Dalle indicazioni strategiche di Xi Jinping risulta evidente che la priorità della Cina è applicare l’IA all’“economia reale”, incrementando così la produttività nei settori economici tradizionali e soprattutto nella produzione manifatturiera. Questa strategia intende rispondere a diversi problemi che l’economia cinese si trova a fronteggiare in questo periodo storico: il rallentamento della crescita economica, il rapido invecchiamento della popolazione e la decelerazione della produttività. Sotto la guida statale, l’AI intende diventare la tecnologia di punta nell’innovazione dei settori produttivi Cinesi, che vanno dunque ad attingere non tanto alle prestazioni dell’AI generativa ma dell’AI operativa. Si tratta di forme di narrow AI verticali, progettate per rendere più competitivi i vari comparti produttivi.

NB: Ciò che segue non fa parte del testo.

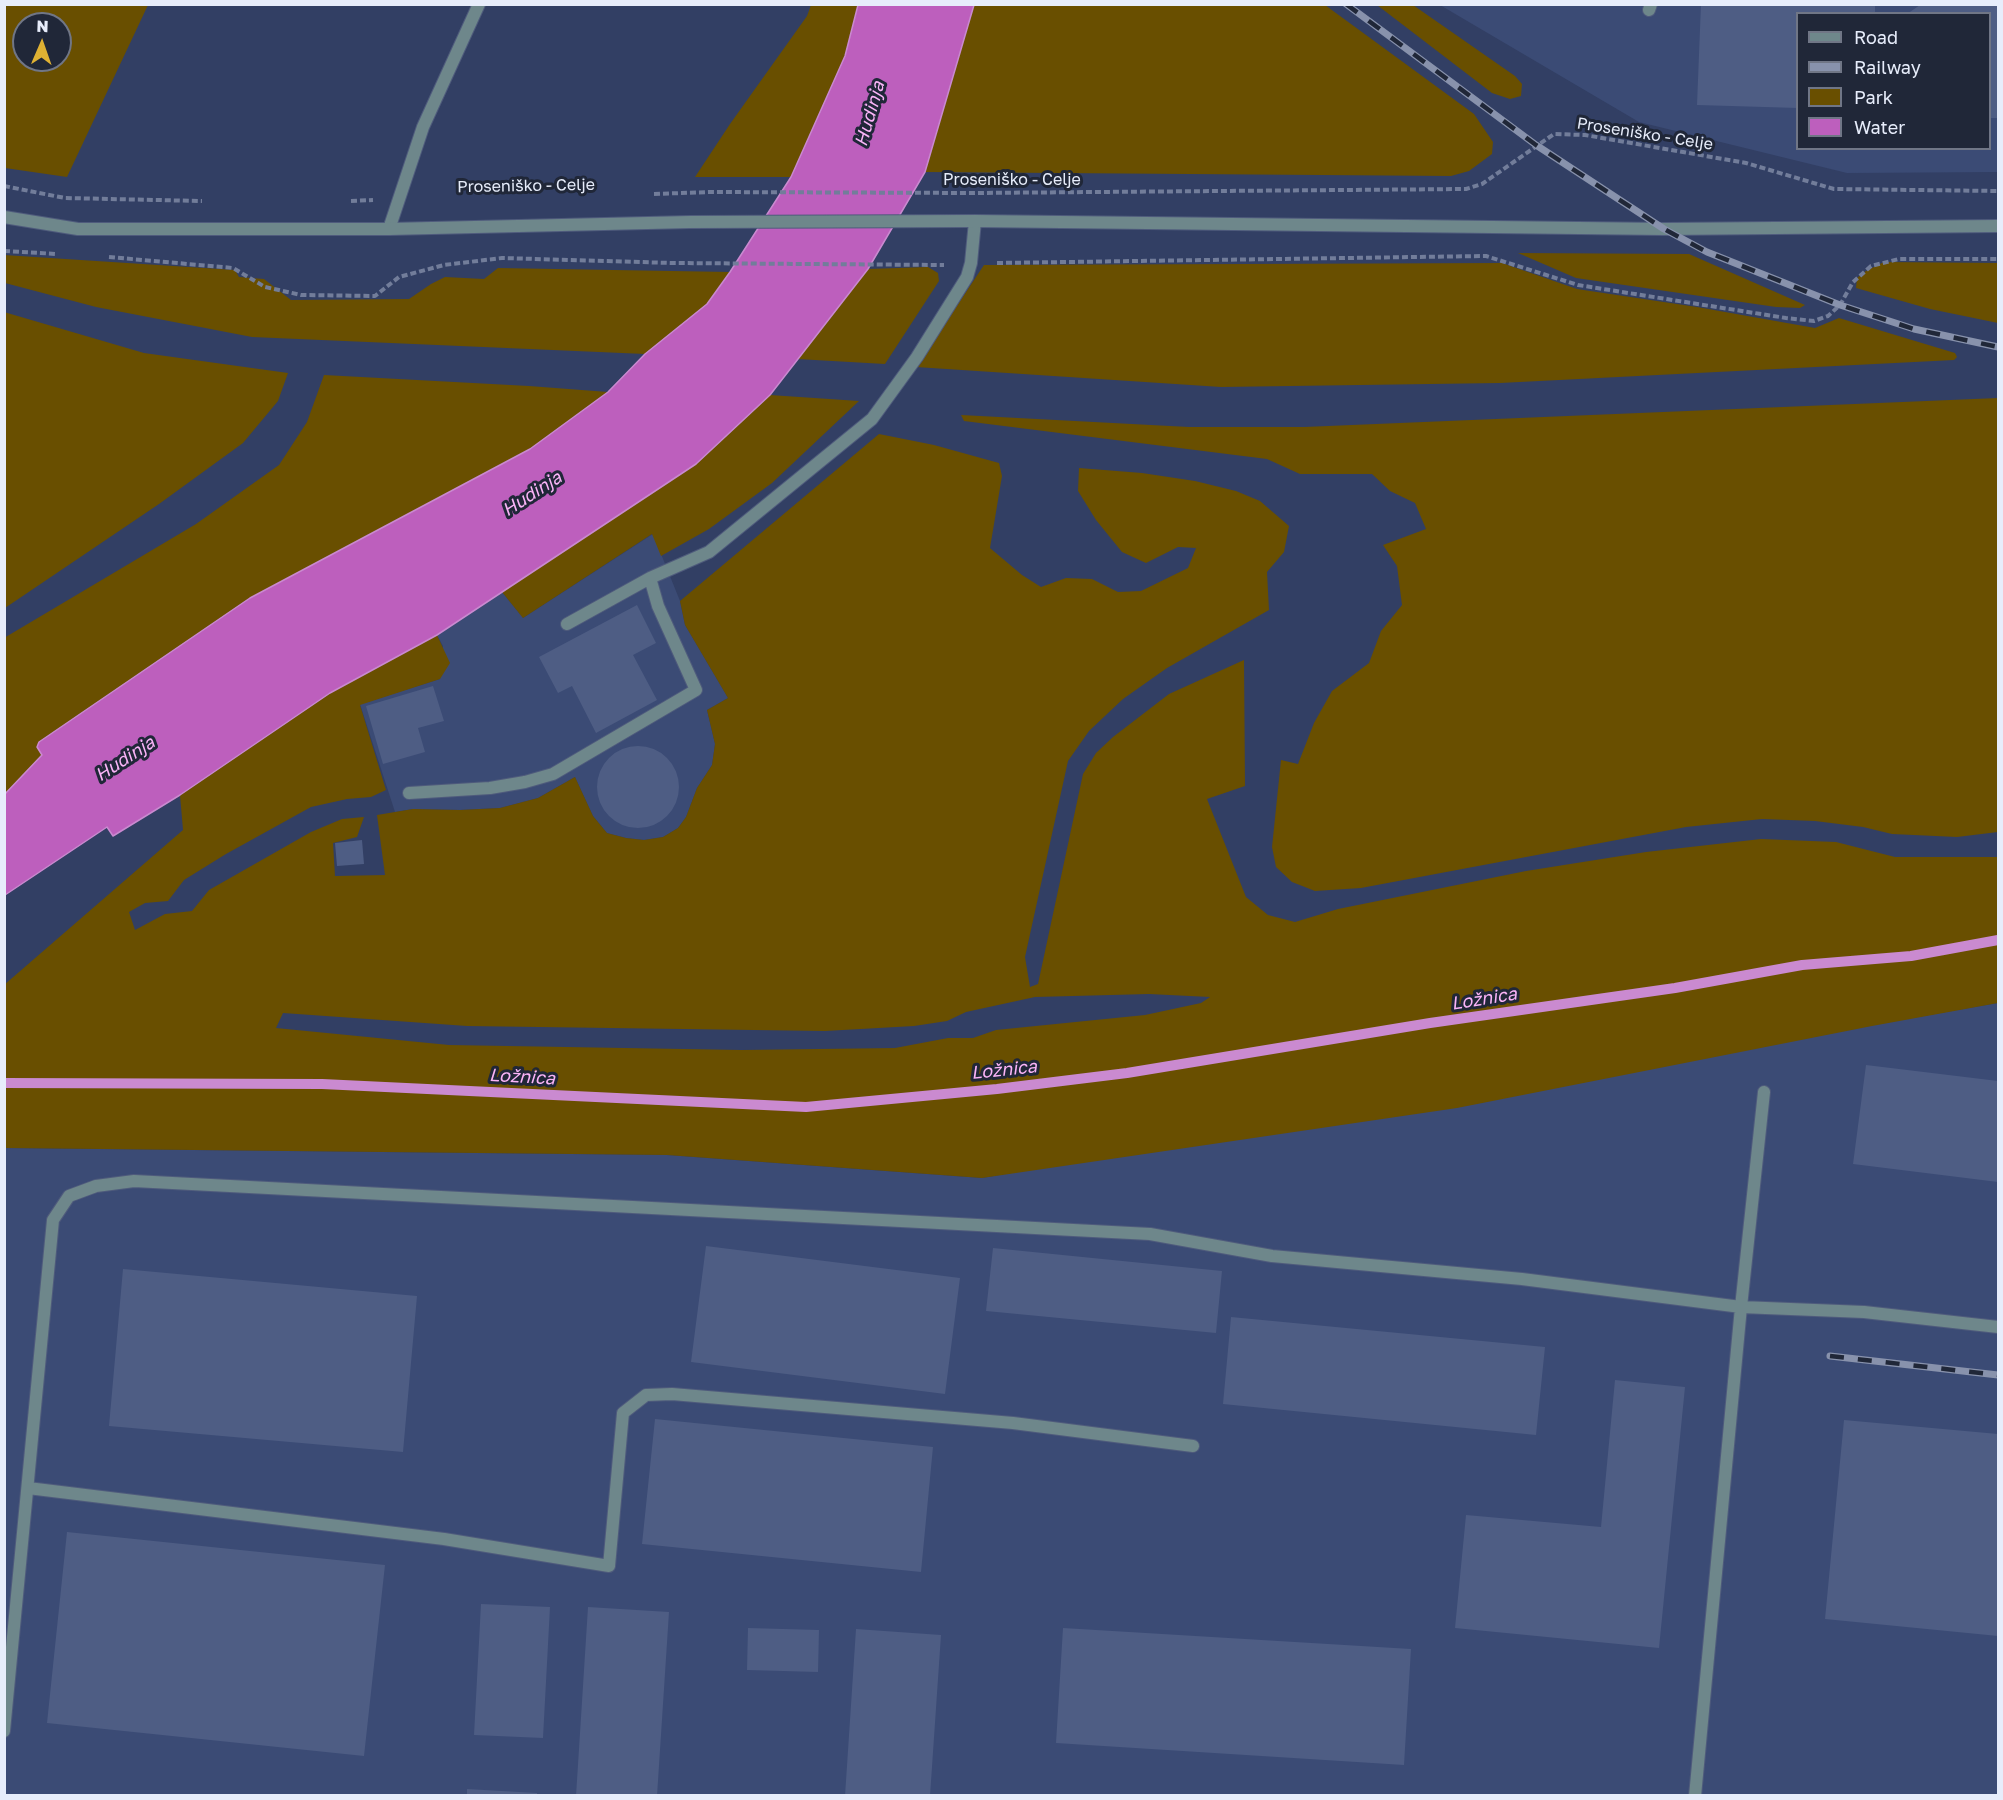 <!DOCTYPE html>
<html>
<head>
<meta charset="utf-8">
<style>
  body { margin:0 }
  #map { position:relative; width:2003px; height:1800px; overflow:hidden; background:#323f64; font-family:"Golos Text",sans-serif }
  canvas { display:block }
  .frame { position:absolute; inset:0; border:6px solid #e7edfb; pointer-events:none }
  .legend { position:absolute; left:1796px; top:12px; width:195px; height:138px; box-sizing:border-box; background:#202738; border:2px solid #707686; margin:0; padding:8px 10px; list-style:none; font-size:18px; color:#e7edfb }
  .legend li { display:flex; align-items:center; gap:12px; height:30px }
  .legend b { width:30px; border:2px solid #707686 }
  .north { position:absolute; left:12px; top:12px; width:60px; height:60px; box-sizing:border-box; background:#202738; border:2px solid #707686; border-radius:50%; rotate:2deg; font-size:16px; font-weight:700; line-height:24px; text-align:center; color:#e7edfb }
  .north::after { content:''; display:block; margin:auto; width:21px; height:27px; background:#dfb133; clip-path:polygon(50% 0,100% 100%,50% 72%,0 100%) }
</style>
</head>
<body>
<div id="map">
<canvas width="2003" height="1800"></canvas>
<div class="frame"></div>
<ul class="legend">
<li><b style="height:8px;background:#6e878b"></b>Road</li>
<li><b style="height:8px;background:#8892ac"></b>Railway</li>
<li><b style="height:16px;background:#694f00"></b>Park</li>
<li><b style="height:16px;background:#bd5fbd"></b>Water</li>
</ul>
<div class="north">N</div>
</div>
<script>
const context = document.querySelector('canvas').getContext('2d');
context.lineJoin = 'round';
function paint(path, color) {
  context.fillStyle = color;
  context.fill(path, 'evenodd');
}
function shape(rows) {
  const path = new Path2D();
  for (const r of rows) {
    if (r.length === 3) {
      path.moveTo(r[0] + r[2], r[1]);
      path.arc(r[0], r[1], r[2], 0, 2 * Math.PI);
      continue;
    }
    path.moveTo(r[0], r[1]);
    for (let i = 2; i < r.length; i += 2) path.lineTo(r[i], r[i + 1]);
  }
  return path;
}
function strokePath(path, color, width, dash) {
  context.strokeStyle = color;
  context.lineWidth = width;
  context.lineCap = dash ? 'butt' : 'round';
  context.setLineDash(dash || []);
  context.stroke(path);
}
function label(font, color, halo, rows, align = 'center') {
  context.font = font + ' "Golos Text",sans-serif';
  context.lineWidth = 6;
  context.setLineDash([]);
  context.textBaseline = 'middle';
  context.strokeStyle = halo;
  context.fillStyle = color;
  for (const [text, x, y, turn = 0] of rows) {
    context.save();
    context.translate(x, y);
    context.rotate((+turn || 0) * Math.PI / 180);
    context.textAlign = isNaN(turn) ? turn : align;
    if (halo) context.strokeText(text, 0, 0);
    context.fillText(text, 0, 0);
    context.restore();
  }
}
paint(shape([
  [1440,5,1998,5,1998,172,1847,173,1639,122],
  [1798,14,1990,14,1990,148,1798,148],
  [653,534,680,601,685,625,728,698,707,710,715,744,712,765,697,788,686,817,678,828,663,837,644,840,626,838,607,833,593,816,575,777,538,798,500,808,460,810,413,809,395,812,360,704,440,679,443,646,437,635,502,592,523,618],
  [1998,1003,1998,1795,5,1796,5,1148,667,1155,982,1178]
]), '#3b4b75');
paint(shape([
  [5,4,148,5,67,177,5,168],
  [24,24,60,24,60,60,24,60],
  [811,5,858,5,845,56,791,177,695,177,730,124,807,16],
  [974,5,1325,5,1474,114,1493,142,1492,154,1469,171,1451,176,925,172],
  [1377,5,1413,5,1515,76,1522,84,1521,96,1510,99,1492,93],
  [1518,253,1689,254,1805,305,1800,308,1776,307,1576,278],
  [4,255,235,270,239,277,264,279,291,300,409,299,431,284,445,277,484,279,498,268,730,272,707,304,645,354,252,337,96,307,5,283],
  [1884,262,1998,263,1998,323,1930,309,1856,288,1857,278,1866,271],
  [1502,263,1577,289,1697,307,1815,328,1839,318,1955,353,1957,357,1954,360,1500,383,1221,387,916,367,984,265],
  [928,267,938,273,939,281,885,364,797,359,868,269],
  [4,312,144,353,288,373,278,401,243,443,159,504,5,608],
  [324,375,529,386,608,392,530,449,250,598,39,742,42,755,5,795,4,638,196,524,279,465,307,422],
  [770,395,859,401,772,483,709,529,661,556,652,534,523,618,502,592,696,464],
  [1998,398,1998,832,1957,837,1892,834,1863,827,1815,821,1762,819,1686,827,1361,888,1315,891,1292,882,1276,867,1272,847,1281,760,1298,764,1314,723,1332,691,1369,663,1381,631,1402,605,1397,566,1383,545,1426,529,1415,503,1390,491,1372,474,1300,474,1267,459,964,421,961,415,1189,427,1304,427],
  [879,434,934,445,999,463,1002,476,990,548,1022,575,1041,587,1066,578,1092,579,1118,592,1141,591,1188,568,1196,548,1178,547,1146,563,1122,552,1096,520,1078,491,1079,468,1142,473,1195,481,1236,491,1260,501,1289,526,1284,552,1267,572,1269,610,1167,668,1123,699,1089,731,1068,761,1025,957,1030,987,1038,984,1083,774,1096,753,1113,737,1169,694,1244,660,1245,786,1207,799,1246,897,1268,915,1295,922,1338,909,1526,871,1646,852,1761,839,1836,842,1895,857,1998,857,1998,1003,1872,1026,1457,1108,982,1178,667,1155,5,1148,4,985,183,830,180,795,330,693,437,635,450,663,440,679,360,705,386,790,371,797,347,799,311,807,226,854,184,880,168,901,145,903,129,912,135,930,165,914,192,911,209,890,311,832,342,819,364,817,357,837,333,843,335,876,385,875,377,815,413,809,460,810,500,808,538,798,575,777,593,816,607,833,626,838,644,840,663,837,678,828,686,817,697,788,712,765,715,744,707,710,728,698,685,625,680,601],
  [1149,994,1210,997,1201,1003,1145,1015,996,1030,973,1038,948,1038,895,1048,742,1050,449,1045,276,1028,283,1013,467,1026,825,1031,914,1026,947,1021,966,1012,1035,997]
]), '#694f00');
const water = shape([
  [858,5,974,5,925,172,868,269,770,395,696,464,437,635,330,693,180,795,113,836,107,827,5,895,4,795,42,755,37,747,39,742,250,598,530,449,608,392,645,354,707,304,730,272,791,177,845,56,858,5]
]);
paint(water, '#bd5fbd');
strokePath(water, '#ca8ad0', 1.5);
strokePath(shape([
  [4,1083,322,1084,806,1107,997,1089,1127,1073,1430,1023,1675,988,1802,965,1911,956,1998,940]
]), '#ca8ad0', 10);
paint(shape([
  [1701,4,1875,4,1875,14,1798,14,1798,108,1697,105],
  [1920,5,1998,5,1998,118,1990,118,1990,14,1907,14],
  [637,605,656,643,633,655,657,700,596,733,572,686,558,693,539,657],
  [433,686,444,721,418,728,425,752,383,764,366,706],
  [638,787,41],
  [362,840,364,864,337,866,335,843],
  [1866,1065,1998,1081,1998,1182,1853,1164],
  [706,1246,960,1278,945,1394,691,1362],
  [993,1248,1222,1271,1216,1333,986,1311],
  [123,1269,417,1296,403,1452,109,1426],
  [1231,1317,1545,1347,1536,1435,1223,1404],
  [1615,1380,1685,1387,1659,1648,1455,1628,1466,1515,1601,1527],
  [655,1419,933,1447,921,1572,642,1544],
  [1844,1420,1998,1434,1998,1636,1825,1619],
  [67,1532,385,1565,364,1756,47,1723],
  [481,1604,550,1607,543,1738,474,1735],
  [588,1607,669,1612,657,1796,576,1796],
  [748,1628,819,1630,818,1672,747,1670],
  [1063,1628,1411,1649,1404,1765,1056,1743],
  [856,1629,941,1635,930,1796,845,1796],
  [467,1789,537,1793,537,1796,467,1796]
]), '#4e5d84');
const service = shape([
  [1649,10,1651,4],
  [567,624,650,578,709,552,872,419,917,357,967,277,971,263,975,221],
  [409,793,490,788,525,782,553,774,696,690,658,606,650,578],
  [28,1488,444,1539,609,1566,623,1413,646,1395,672,1394,1013,1423,1193,1446],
  [4,1731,53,1220,69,1196,96,1186,134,1181,1150,1234,1272,1256,1522,1279,1741,1307,1864,1312,1998,1327],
  [1695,1796,1741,1307,1764,1092]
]);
const minor = shape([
  [389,229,423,127,479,4]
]);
const tertiary = shape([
  [4,217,78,229,389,229,690,222,975,221,1664,229,1998,226]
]);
strokePath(service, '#4f5b7c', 14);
strokePath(minor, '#4f5b7c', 14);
strokePath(tertiary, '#4f5b7c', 14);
strokePath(shape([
  [4,186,65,198,202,201],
  [654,194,710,192,973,193,1466,189,1482,184,1554,134,1585,135,1746,163,1834,189,1998,191],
  [351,201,373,200],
  [4,251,57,254],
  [109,257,233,268,265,287,301,295,375,296,399,277,444,265,502,258,673,263,944,265],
  [997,263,1486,256,1578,285,1786,318,1814,321,1828,316,1840,305,1853,282,1871,266,1899,259,1998,259]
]), '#727d9a', 4, [6, 3]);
strokePath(service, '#6e878b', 12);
strokePath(minor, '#6e878b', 12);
strokePath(tertiary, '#6e878b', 12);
const rail = shape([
  [1346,4,1536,145,1664,229,1707,252,1840,305,1914,329,1998,347],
  [1830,1356,1998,1375]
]);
strokePath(rail, '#8892ac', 7);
strokePath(rail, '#202738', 4.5, [14]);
label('16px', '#e7edfb', '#202738', [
  ["Proseniško - Celje",1645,134,9],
  ["Proseniško - Celje",1012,180],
  ["Proseniško - Celje",526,186,-1]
]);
label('italic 18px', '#fab4f8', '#202738', [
  ["Hudinja",870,114,-74],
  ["Hudinja",532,494,-33],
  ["Hudinja",125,759,-33],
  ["Ložnica",1484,999,-9],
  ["Ložnica",1004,1070,-6],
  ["Ložnica",522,1077,3]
]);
</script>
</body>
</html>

Tuttavia, anche la Cina – come lo stesso Giappone che rappresenta un modello vincente nell’adozione della tecnologia in ogni comparto– si sta confrontando con un “deficit di diffusione” dell’innovazione dall’ambito accademico a quello economico: questo deficit, unito a uno squilibrio tra domanda e offerta di competenze professionali qualificate, fa nascere la necessità di investire sulla formazione.
Anche in questi Paesi tecnologicamente avanzati è dunque evidente il gap tra innovazione e sviluppo mediante l’applicazione delle innovazioni prodotte. Passare dalle parole ai fatti è sempre complesso. Anche per un probabile impatto rilevante dell’automazione sull’occupazione, che in Cina può assumere dimensioni critiche.